Mpaka explain that agri-finance loans targeting both large and small-scale holders can ease the burden of farming. She says that projects such as livestock farming, commodity trading, all forms of farming, machinery acquisition, factory set up, and value addition among others, are supported by the bank’s agri finance loans.

To reach the informal market, Mpaka says the bank has set up a digital wallet called FlexiPay to reach the farmers.

Other challenges facing farmers such as lack of pensionable jobs are included in the NSSF Voluntary Membership Plan. This plan provides employers and workers such as farmers not compelled by the NSSF Act the opportunity to save voluntarily for their retirement.

What banks need

Every banking institution has different banking requirements but there are general issues farmers should look out for.

Mutaka says that farmers should look out for the Cs of credit.

The five C’s of credit offer lenders a framework to evaluate a loan applicant’s creditworthiness. By considering a borrower’s character, capacity to make payments, economic conditions and available capital and collateral, banks and other financial institutions can better understand the risk a borrower possess.

Character of a farmer

A lender will look at a mortgage applicant’s overall trustworthiness, personality and credibility to determine the borrower’s character. The purpose of this is to determine whether the applicant is responsible and likely to make on-time payments on loans and other debts.

You character means who you are in terms of your integrity and ethical standing. The bank also looks at your credit history.

“We expect you access financing through the bank. Banks expect you to have a bank account which calls for a clean record. Everybody who gives you money will need to understand your character. Before you approach the bank first do some soul-searching. You should not ask money for a mill to instead divert it into marrying the second wife,” Mutaka says.

Capacity

Whether you’re applying for a business loan, mortgage or other loan, lenders want to see that you’re committed enough to contribute some of your own funds.

Mutaka says: “The bank would like to see what investment you have made personally. That means you love this project and you want it to progress. Let’s say you are doing poultry, you need to have bought the birds and have enough land. The bank will be interested in assessing how much capital you have put in as an individual.”

Capital

Capacity summarises a farmer’s ability to repay a loan based on the applicant’s available cash flow. Lenders consider whether the borrower can cover loan applications. Relevant factors include the borrower’s income and income stability.

Conditions

Lenders generally look at other financial conditions like the overall health of the economy and specifics of the loan. This typically includes the loan interest rate, amount of principal and intended use of the loan proceeds. However, lenders also consider outside factors like the state of the economy as a whole, industry trends and other conditions that might impact loan repayment.
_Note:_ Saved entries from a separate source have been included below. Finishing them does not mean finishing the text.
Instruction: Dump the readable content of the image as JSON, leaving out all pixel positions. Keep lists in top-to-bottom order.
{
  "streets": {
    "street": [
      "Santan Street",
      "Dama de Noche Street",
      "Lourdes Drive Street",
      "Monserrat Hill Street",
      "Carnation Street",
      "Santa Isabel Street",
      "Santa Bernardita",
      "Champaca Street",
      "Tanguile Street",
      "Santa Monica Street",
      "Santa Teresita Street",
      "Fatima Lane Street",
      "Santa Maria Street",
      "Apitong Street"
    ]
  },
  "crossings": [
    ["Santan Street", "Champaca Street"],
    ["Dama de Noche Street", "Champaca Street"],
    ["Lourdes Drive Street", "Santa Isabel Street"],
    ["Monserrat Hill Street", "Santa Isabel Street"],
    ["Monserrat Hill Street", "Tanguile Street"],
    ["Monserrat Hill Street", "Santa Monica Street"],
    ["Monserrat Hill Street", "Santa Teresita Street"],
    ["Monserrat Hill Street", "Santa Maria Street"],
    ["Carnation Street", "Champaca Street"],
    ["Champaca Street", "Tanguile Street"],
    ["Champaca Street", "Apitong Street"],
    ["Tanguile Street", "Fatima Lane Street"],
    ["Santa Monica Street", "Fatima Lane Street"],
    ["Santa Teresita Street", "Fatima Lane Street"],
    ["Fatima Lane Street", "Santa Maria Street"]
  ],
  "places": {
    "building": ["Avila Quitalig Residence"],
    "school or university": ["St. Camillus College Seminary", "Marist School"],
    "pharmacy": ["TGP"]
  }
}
“Is your farm eligible for getting money? Does it have the capacity to succeed when given the loan?” he asks.

Collateral

The banks will need some form of security, an asset you can pledge to them. They are not interested in taking your asset, no, it is just a cover up to show that they gave you their money and you have something that entices you to come back to them,” Mutaka explains.

If you don’t have a mortgage, Bank of Uganda offers block allocation where you can come as a registered farmer group. The bank can give you up to Shs1.5b.

“This innovation is unlocking access to credit in areas with communal land tenure and most especially, for smallholder farmers who are otherwise excluded for lack of collateral to secure credit,” Mutaka says.

Top tip

 By considering a borrower’s character, capacity to make payments, economic conditions and available capital and collateral, banks and other financial institutions can better understand the risk a borrower possess.